Sketch a ski at 45deg.to the horizontal (snow). This line represents now the line of symmetry of the ski cross-section. Put a boot on the ski and mark the ankle and knee locations. To make things simpler let's disregard the possibility of ankle angulation for now (let's say your boot will not allow any) and focus on the knee angulation. The assumption of no ankle angle allows us to mark both the ankle and the knee joints on the 45deg. line (line of symmetry). The new thing here is the reaction force. On hard slopes we are dealing with practically a point contact of the ski with the snow. If you do not angulate at all, the reaction force can be assumed to be perpendicular to the ski base while passing through the sharp corner of the ski edge. (And, of course, its line of action must pass through the CM point.) If you angulate, the reaction force line, while passing through the edge and CM, is not perpendicular to the ski base. This is a very important point.
Let's say you angulate. To sketch the reaction force draw its line of action. Make a straight line that passes through the corner of the ski edge, and misses both the ankle mark and the knee mark but passes between both marks. Put an arrow pointing to the ski edge. You have the reaction force. (This reaction force is, of course, equal to the vector sum of the gravity force and the centrifugal force). The distances of the joint marks from the line of the reaction force, if multiplied by the reaction force, would represent the bending moments on both joints. (The greater the distances, the greater the moments.)
Please note that the ankle bending moment wants to reduce the edge angle while the knee bending moment wants to increase the edge angle. In order to hold the edge angle your muscles must work. If you are on wide-waisted powder ski, (sketch a wider rectangle representing the powder ski cross-section) the reaction force line will pass further away from the ankle joint and closer to the knee joint, perhaps through the knee (this would mean no knee bending) or even would end up on the inside of the knee. The wider the ski, the more you have to work your muscles to hold the edge angle on hard snow. Will a riser help with the wide skis? Yes, it will. Again simulate it by increasing the thickness of the ski into the snow. The reaction force will move towards the outside of the turn. The more non-perpendicular to the base the reaction force is, the more help you will get. Depending on how high the riser is, (stilts?) you can move the reaction force so that it passes through the ankle joint or even further so that the reaction force is on the outside of the ankle. You may gain a lot as far as the ankle goes. But take a look at the knee bending moment that you will create. Fortunately, the skis for hard slopes are narrow at the waist. Theoretically, you can manipulate the location of the all-important reaction force by fooling around with the riser heights. But the knee will remind you of its existence.

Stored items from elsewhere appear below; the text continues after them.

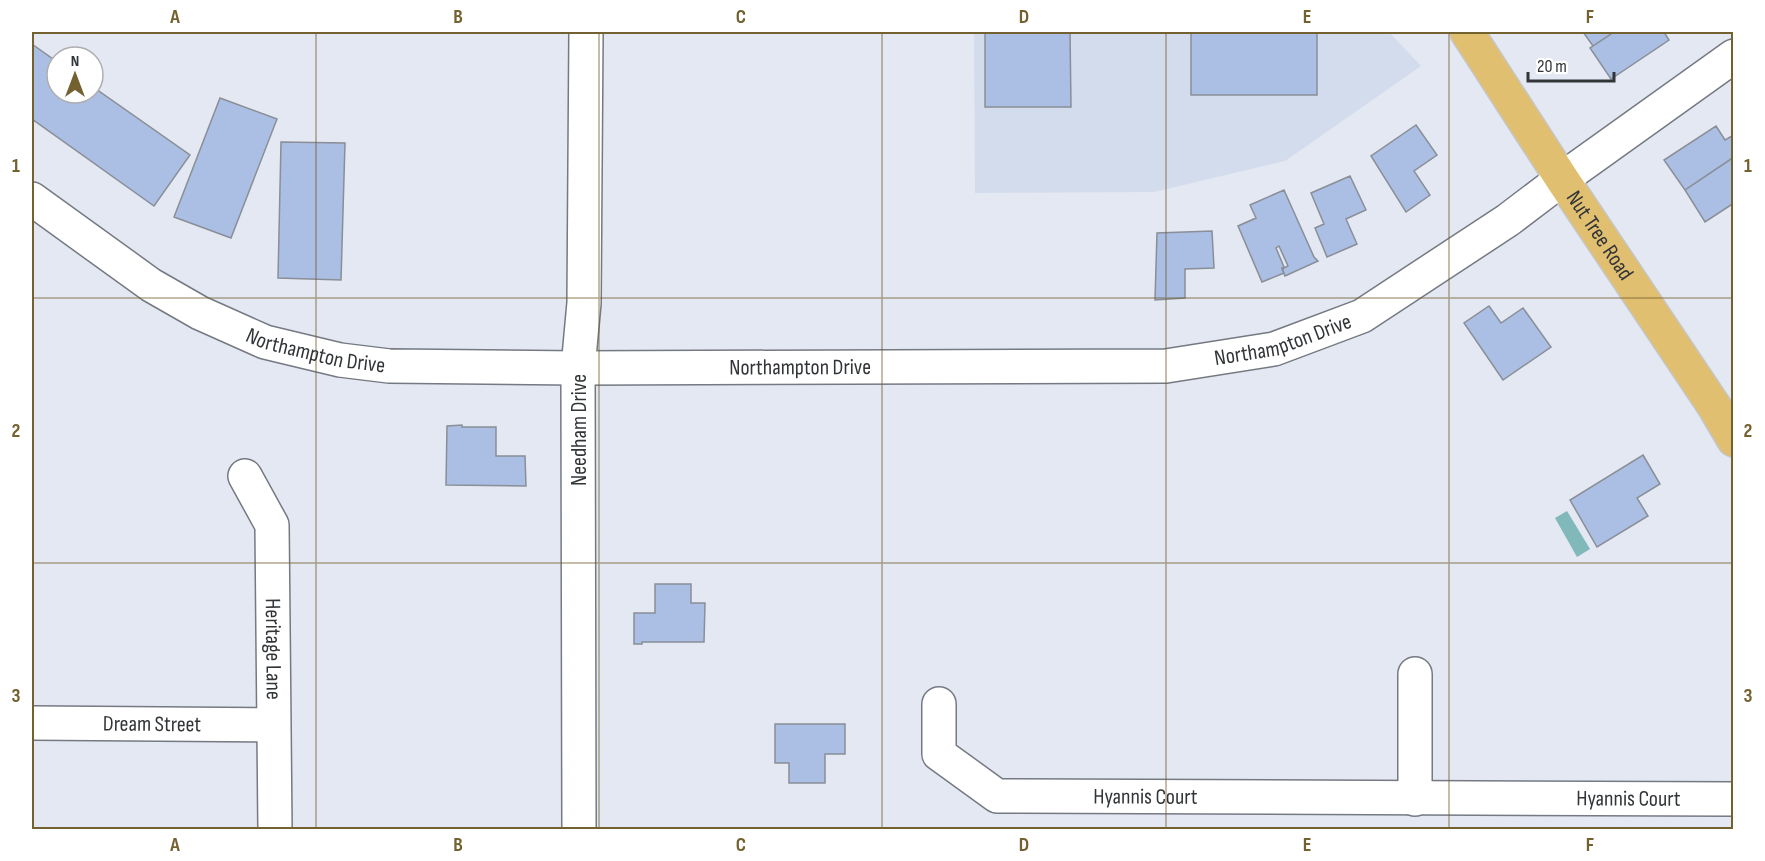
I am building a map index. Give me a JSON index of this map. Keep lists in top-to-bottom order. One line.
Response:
{"streets":{"main road":["Nut Tree Road"],"street":["Northampton Drive","Needham Drive","Heritage Lane","Dream Street","Hyannis Court"]},"crossings":[["Nut Tree Road","Northampton Drive"],["Northampton Drive","Needham Drive"],["Heritage Lane","Dream Street"]],"scale_bar":"20 m","north":"top","grid":{"columns":["A","B","C","D","E","F"],"rows":["1","2","3"]}}
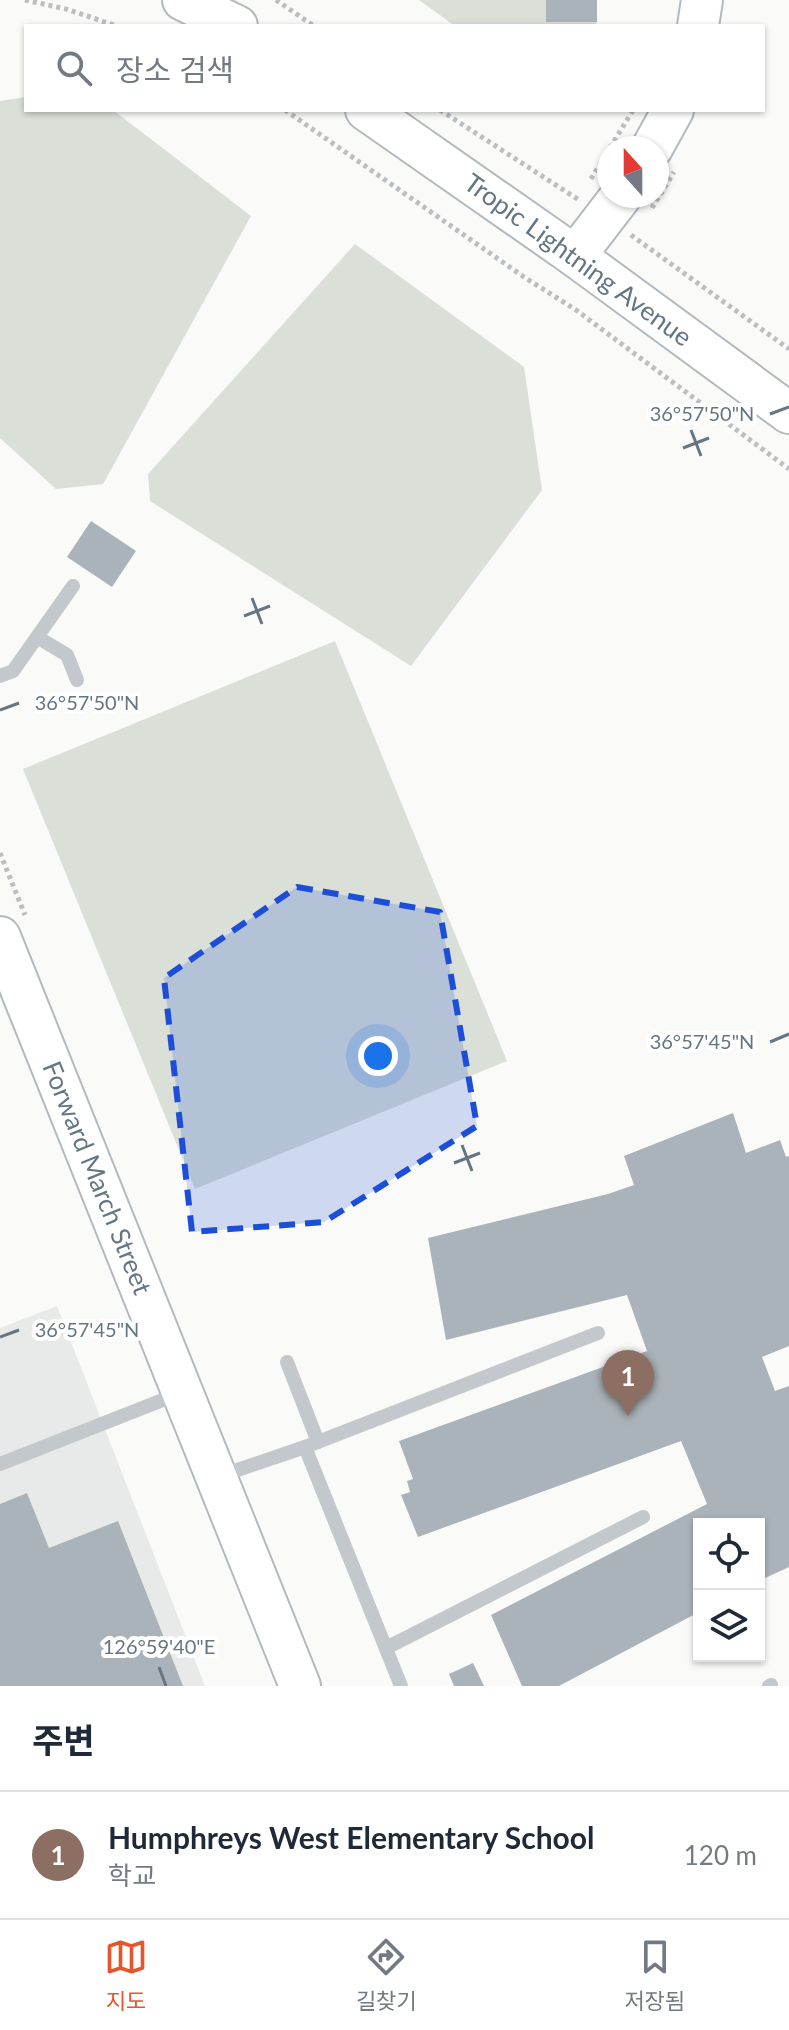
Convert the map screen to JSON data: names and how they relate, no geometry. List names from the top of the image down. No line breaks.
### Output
{"streets":{"street":["Tropic Lightning Avenue","Forward March Street"]},"north":"top","page":{"search":"장소 검색","pins":"1","heading":"주변","list":[{"mark":"1","name":"Humphreys West Elementary School","note":"학교","value":"120 m"}],"nav":["지도","길찾기","저장됨"]},"coordinates":["36°57'50\"N","36°57'45\"N","126°59'40\"E"]}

If I had a problem of holding the edge on wide skis on a hard slope, I would try to support better the ankle joint with my boots rather than overdo the lifter heights.
This is how I think the lifters are supposed to work. I wish binding manufacturers were honest enough to tell us about the pros and cons before we decide what to buy (if we had a choice), rather than publish silly glossy brochures about enigmatic lever actions that are more confusing than explanatory.
I hope I haven't bored you to death.